Hussein is the fourth senior Sudanese official targeted by the ICC in the Darfur conflict. The highest profile suspect is Sudanese president Omar al Bashir. The court is not mandated to investigate crimes committed along the border with South Sudan. The Sudan Armed Forces, led by Hussein, has bombed civilians and razed villages during its conflict with rebels in the border areas of Abyei, South Kordofan and Blue Nile since May.
“The world has taken another small step toward accountability for crimes against humanity with this request for an arrest warrant,” Prendergast said. “It is incumbent, however, on state supporters of the ICC to help craft strategies to apprehend the Defense Minister and other suspects so they can ultimately face justice.”
Hussein served as the Minister of Interior between 2003 and 2007, during which his mandate included responsibility for police, the Popular Defense Forces, or PDF, civil defense, drug control, and prisons. While Interior Minister, Hussein also served as Special Representative of the President in Darfur.
As the Minister of Defense since 2007, Hussein adopted in South Kordofan, Blue Nile, and Abyei the strategy and tactics previously used in Darfur. Though crimes committed in the Three Areas are outside the ICC’s mandate for investigation and arrest, Hussein currently directs the indiscriminate aerial bombing of civilians, forced mass displacement, the use of irregular militias against civilian villages, arbitrary arrest and detention, and extrajudicial killing, just as he did in Darfur. Satellite Sentinel Project has documented and shared with the ICC evidence of five razed towns and villages in the Three Areas and eight sites apparently containing mass graves in South Kordofan.

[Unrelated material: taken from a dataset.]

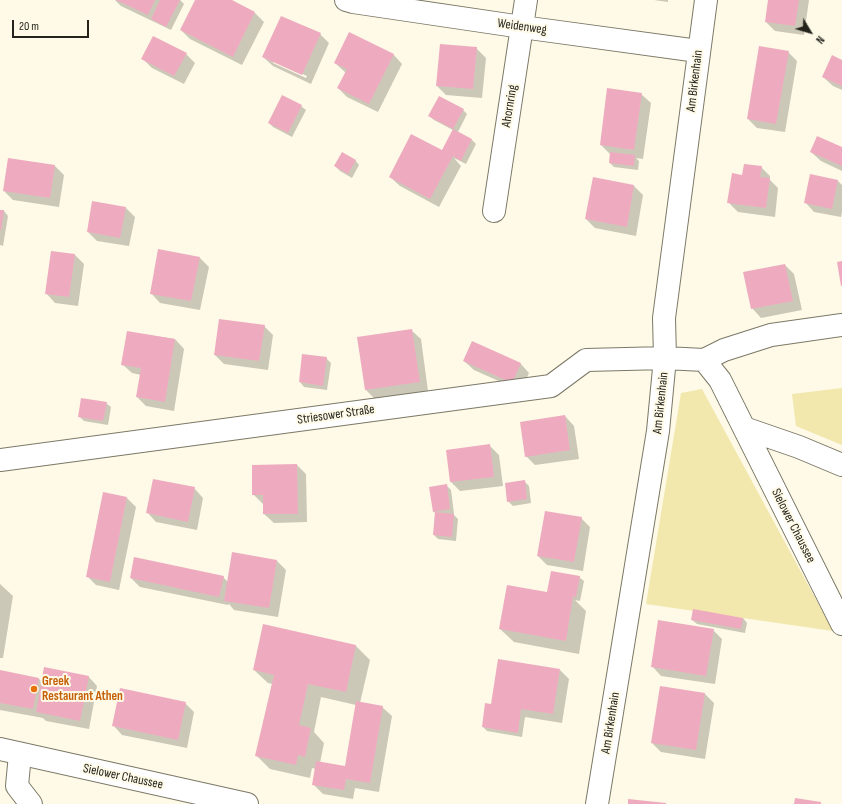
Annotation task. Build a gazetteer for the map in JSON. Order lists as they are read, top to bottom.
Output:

“The Sudanese army is consolidating power in Sudan, and General Hussein sits at the top of this elaborate system of state-sponsored repression,” Prendergast said. “Hussein is directly complicit in planning and authorizing serious war crimes in Darfur, which are covered by the ICC arrest warrant. But he is also responsible for crimes against humanity in Abyei, the Nuba Mountains, and Blue Nile. It is imperative to bring him to justice not only to create accountability for past crimes in Darfur but also to prevent new atrocities in other regions of Sudan. A mechanism of enforcing the arrest warrant is urgently needed. European supporters of the ICC and the U.S. should support African and other efforts to apprehend Hussein and bring him to The Hague.”